His smile sharpened. "Because I can’t. He is beyond me now. His path winds through prophecy, and prophecy is shielded by choice. The only one who can stop him is the one written into his fate."
Aurora frowned. "The Heir."
"The bait," Asmodeus said softly. "The child born of blood and ruin. She is the balance written into the prophecy — the death waiting inside his faith."
Aurora felt the heat of the chamber deepen, pressing against her skin like breath. "You’re using her."
"I’m saving her," Asmodeus said smoothly. "The Prophet will come for her, and when he does, she will choose. Her blade, or his mercy.
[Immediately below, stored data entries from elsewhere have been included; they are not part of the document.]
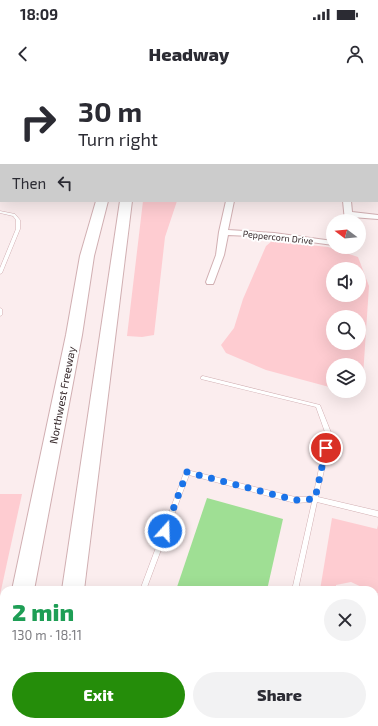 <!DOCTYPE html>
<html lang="en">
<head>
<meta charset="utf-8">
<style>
	:root { --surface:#fff; --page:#f2f2f3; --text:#2b2b33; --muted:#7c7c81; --accent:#258d0a }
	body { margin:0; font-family:"Exo 2",sans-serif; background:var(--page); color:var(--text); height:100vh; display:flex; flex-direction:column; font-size:15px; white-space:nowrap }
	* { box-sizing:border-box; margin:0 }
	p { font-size:13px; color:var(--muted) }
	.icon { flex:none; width:22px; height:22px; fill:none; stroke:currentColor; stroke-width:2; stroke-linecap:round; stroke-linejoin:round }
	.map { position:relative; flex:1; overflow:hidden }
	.side { position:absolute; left:0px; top:506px; width:378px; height:140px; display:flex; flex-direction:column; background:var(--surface); border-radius:12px 12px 0 0; box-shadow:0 4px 16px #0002 }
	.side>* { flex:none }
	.hud { position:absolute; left:0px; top:0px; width:378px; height:122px; box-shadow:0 4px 16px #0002; background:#fff; color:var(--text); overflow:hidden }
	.needle { width:26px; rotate:286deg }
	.tools { position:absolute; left:326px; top:134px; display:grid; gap:8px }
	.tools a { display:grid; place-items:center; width:40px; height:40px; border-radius:50%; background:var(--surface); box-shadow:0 4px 16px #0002; font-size:20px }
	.pin { position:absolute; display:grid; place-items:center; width:34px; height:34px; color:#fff; margin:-17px; border:2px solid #fff; border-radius:50%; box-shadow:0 1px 4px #0007 }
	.me { position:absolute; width:44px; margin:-22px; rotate:20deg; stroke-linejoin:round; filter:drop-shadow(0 0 3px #0008) }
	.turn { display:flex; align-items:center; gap:14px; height:84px; padding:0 12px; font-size:18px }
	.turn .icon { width:52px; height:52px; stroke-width:2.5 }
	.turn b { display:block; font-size:28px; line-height:34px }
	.then { display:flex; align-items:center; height:38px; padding:0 12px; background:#0003; gap:8px; font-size:15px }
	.round { display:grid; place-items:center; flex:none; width:42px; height:42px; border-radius:21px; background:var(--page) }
	.headline { display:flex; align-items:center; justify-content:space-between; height:68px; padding:0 12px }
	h1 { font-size:24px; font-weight:800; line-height:30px; color:#1e9e55 }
	.cta { display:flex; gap:8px; margin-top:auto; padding:8px 12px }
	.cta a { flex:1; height:46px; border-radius:24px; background:var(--accent); color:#fff; font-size:16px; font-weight:800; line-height:46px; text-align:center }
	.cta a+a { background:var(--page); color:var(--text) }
	.status { display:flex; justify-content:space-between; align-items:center; height:28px; padding:0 20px; background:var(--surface); direction:ltr }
	.status svg { height:11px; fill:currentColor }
	header { display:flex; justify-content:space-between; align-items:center; height:52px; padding:0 12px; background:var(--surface); font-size:18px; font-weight:800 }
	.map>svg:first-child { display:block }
</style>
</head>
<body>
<div class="status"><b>18:09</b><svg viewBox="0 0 49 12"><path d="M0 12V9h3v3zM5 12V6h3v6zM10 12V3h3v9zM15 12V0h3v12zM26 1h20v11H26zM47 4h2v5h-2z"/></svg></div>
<header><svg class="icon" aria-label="back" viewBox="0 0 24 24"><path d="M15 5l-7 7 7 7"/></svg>Headway<svg class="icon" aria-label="person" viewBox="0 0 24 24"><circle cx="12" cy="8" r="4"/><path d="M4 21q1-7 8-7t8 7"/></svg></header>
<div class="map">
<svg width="378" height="646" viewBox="0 0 378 646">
	<rect width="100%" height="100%" fill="#fbedee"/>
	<!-- green -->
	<g fill="#feccd1" fill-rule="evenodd">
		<path d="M182,0H377V1H181Z"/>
		<path d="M143,121H177L165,157L154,255L142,257L127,256Z"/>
		<path d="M272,161L328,167L358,177L369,206L362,311L351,312L346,311H359V285H333V308L266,290L226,273L221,265L234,248L243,219L266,166ZM333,189H359V215H333ZM333,237H359V263H333Z"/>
		<path d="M0,414H22L0,515Z"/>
		<path d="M332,438L377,449L378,445V513H374V510H368L351,502L336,505V510H320Z"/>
		<path d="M374,562L378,566V646H298L299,642H374Z"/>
	</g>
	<!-- water -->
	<path fill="#e3828f" stroke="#ae6770" d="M137,642H235L236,646H137Z"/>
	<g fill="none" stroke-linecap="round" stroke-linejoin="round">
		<!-- canal -->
		<rect fill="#e3828f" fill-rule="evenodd" x="332" y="0" width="6" height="1"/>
	</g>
	<!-- building -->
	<path fill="#9fdf94" d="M207,418L283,439L267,510H176Z"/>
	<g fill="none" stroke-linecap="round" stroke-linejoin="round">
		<defs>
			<g id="service">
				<rect x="0" y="21" width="1" height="3"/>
				<rect x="0" y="61" width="1" height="2"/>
				<rect x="0" y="109" width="1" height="3"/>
				<path d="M0,131L15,134L20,140V149L2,193L0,194V188L16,149V140L13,136L0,133Z"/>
				<path d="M0,228L2,229V235L0,236Z"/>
				<path d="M203,296L320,325L332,355L318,417L378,431V437L317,422L298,510H292L312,422L295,423L189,395L146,510H140L185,390H187L295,417H313L326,355L316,327L201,299V297Z"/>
			</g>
			<g id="minor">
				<path d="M226,121H234L228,150L274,153L333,161V165L274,157L228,155L224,175L214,202L213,204H207L206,202L216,175L219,152Z"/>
				<path d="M343,121H351L352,132L378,135V139L352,137L353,141H345Z"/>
			</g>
			<g id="motorway">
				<path d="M0,0L4,1H1V6Z"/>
				<rect x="123" y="0" width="10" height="1"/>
				<path d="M142,0H152L141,1Z"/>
				<path d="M169,0H179L168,1Z"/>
				<path d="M96,121H108L94,176L82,255L34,510H12L66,255L80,176Z"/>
				<path d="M120,121H132L84,510H62Z"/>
				<path d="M4,589V633L0,635V591Z"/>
				<path d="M42,642H68L67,646H41Z"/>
			</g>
		</defs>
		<!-- service casing -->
		<use href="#service" stroke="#d1afb2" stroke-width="1"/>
		<!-- minor casing -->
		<use href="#minor" stroke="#d1afb2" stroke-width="2"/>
		<!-- motorway casing -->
		<use href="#motorway" stroke="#d1afb2" stroke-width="2"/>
		<!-- service -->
		<use href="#service" fill="#fff" fill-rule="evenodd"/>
		<!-- minor -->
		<use href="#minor" fill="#fff" fill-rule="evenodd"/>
		<!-- motorway -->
		<use href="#motorway" fill="#fff" fill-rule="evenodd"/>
	</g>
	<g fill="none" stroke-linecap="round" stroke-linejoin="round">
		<!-- route -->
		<path stroke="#1a73e8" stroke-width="7" stroke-dasharray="0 12.6" d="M165,451L187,392L295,420L315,419L326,368"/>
	</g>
	<g text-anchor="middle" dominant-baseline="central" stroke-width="4" stroke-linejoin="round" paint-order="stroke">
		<!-- far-street labels -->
		<g font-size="9" fill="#342729" stroke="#fefefe">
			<text transform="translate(278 157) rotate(6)">Peppercorn Drive</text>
		</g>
		<!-- street labels -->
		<g font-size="11" fill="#342729" stroke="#fefefe">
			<text transform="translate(62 315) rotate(-79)">Northwest Freeway</text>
		</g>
	</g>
</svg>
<div class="tools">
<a><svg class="needle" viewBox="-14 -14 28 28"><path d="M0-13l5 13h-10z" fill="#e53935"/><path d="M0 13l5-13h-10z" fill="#7c7c81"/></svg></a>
<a><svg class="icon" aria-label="sound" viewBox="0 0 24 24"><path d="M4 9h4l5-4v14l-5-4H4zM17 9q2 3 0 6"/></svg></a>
<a><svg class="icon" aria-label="search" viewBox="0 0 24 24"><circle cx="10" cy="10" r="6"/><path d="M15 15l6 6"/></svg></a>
<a><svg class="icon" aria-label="layers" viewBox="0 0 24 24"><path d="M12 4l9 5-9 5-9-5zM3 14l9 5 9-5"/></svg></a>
</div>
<div class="pin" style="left:326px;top:368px;background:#d93025"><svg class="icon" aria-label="arrive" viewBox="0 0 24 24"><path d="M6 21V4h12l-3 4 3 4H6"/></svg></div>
<svg class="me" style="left:165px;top:451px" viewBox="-20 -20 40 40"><circle r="17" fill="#1a73e8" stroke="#fff" stroke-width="3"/><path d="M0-11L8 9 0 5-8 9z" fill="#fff"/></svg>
<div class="hud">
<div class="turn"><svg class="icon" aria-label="right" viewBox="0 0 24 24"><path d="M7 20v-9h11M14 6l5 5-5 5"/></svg><div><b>30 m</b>Turn right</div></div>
<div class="then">Then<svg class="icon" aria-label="left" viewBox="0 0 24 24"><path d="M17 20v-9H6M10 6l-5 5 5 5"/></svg></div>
</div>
<section class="side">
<div class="headline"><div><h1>2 min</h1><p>130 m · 18:11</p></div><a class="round"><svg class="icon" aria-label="close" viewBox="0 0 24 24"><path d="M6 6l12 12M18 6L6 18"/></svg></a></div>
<div class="cta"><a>Exit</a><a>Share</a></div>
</section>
</div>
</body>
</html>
Either way, the cycle ends."
Aurora’s hands clenched. "You want her to kill him."
"I want her to see him," Asmodeus murmured, stepping closer again. "To see what he is. The Guide is not a savior, Aurora. He is the final King. The one who will reign when all other Thrones have fallen."
Aurora’s heart pounded. "No," she whispered. "He—he rejected the Thrones. He swore to destroy them."
"And what happens," Asmodeus said softly, "to the man who destroys every king? Who removes every ruler, every tyrant, every god?" His smile widened, cruel and knowing. "He becomes the only one left."
The truth landed like a blade in her chest.
He studied her face, his tone almost tender. "You love him still. That is your curse. But love does not change what he will become."
Aurora’s wings twitched, her eyes blazing faintly with inner light. "You can’t know that."
Asmodeus extended a hand, palm glowing faintly with molten symbols — sigils that pulsed like a heartbeat. "Take it, and see. I’ll show you the last image. The one your precious Prophet hides even from himself."
She hesitated. The serpents hissed. The heat of the Vein grew unbearable.
Then, slowly, she reached out.
Her fingers brushed his — and the world shattered.
She saw the Gate again, wider now, its edges spilling endless light. She saw the Circles collapsing into one another, demons and angels kneeling in the same flame. And at the center — the Guide, crowned in light, his body half-shadow, half-divine. His voice was thunder, his gaze endless.
And beside him — her own reflection, kneeling.
The vision broke. Aurora staggered back, gasping, wings flaring wide. "No—"
Asmodeus smiled, cruel and patient. "Now you understand."
Aurora’s voice was a rasp. "You twist prophecy to your will. You always have."
"I interpret it," he said. "Just as he does. We are both liars who believe we’re right." He stepped closer, his tone silk and venom. "You will go to him, won’t you? Warn him. Tell him what you saw. Tell him what I said."
Aurora didn’t answer.
Asmodeus leaned close, whispering against her ear. "Do it. It will make the trap perfect."
Her wings unfurled with a snap, heat radiating from her feathers. "If you’ve touched that child again," she said, voice trembling with contained fury, "I will burn your throne to glass."
Asmodeus only smiled. "Then he had taught you something at last."